Figure 1: From Lubke et al 2000. Cytochrome Oxidase staining of Rat S1 ("barrel cortex"), shows macrocolumn-scale functional/structural organization. Scale bar: 500um.
Figure 2: A tiny instance of a Sparsey® network with a 16x16 pixel input level (L0) and three internal levels with a total of 21 macs. The cyan patch at L0 is the RF of L1 mac 14. That mac is active because an appropriate number of pixels in its RF are active (black). L2 mac 3 is active because an appropriate number (two, L1 macs 14 and 15) of the six L1 macs comprising its immediate RF (cyan and purple) are active, and similarly for the L3 mac. Representative samples of the U-wts leading to L1 mac 14 and L2 mac 3 are shown, as well as some horizontal (H) wts. Top-down (D) wts are not shown here. We discuss parameters and features of many other figures like this throughout these pages.
Figure 3: Mac RFs can in general overlap. The three frames do not show successive processing moments in the model, but rather emphasize the RFs of three different macs active on the same time step to show how their RFs, in particular, their bottom-up RFs (URFs), overlap. (The animation runs smoothly in Chrome/IE, but seems to to jump a bit in Firefox.
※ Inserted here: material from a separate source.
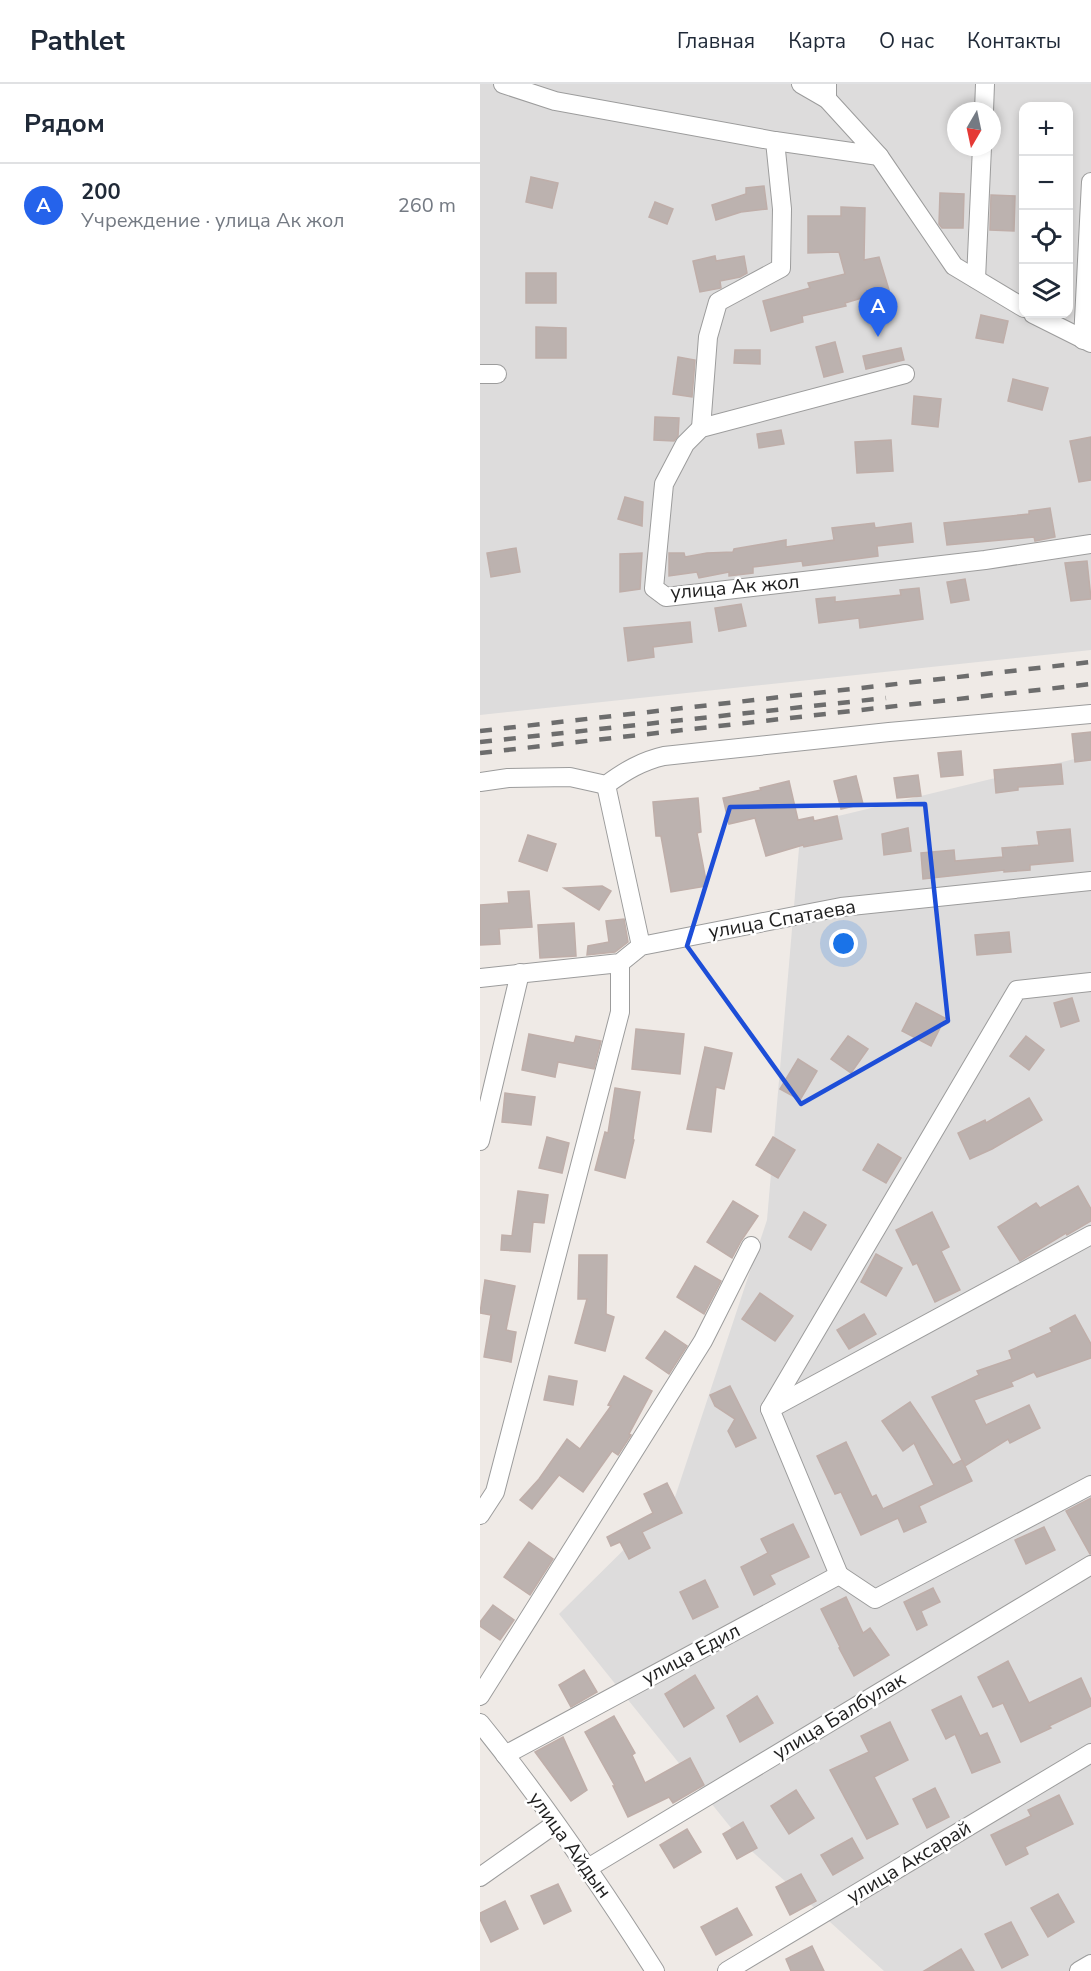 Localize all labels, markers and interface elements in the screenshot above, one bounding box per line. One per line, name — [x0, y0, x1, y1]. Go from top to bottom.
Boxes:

Try usng pause control and clicking slider to dwell on the different URFs.) Note in particular, that although L1 macs 14 and 15 have quite different URFs, they are activated by almost the same pixels in this instance. For mac 14, the input could be described as a "vertical edge at the right edge of the URF", whereas for mac 15, it would be described as a "vertical edge in the center of the URF". It's essentially the same feature, but encoded redundantly in macs 14 and 15: of course, the SDR codes assigned in each mac are disjoint and not intrinsically related. Both of these L1 codes are associated with a single code stored in L2 mac 3. The redundancy here underlies a meta-level of overcompleteness. The third frame shows the L1 and L2 URFs for L2 mac 1. There's lots more to say on the topic of overlapping RFs.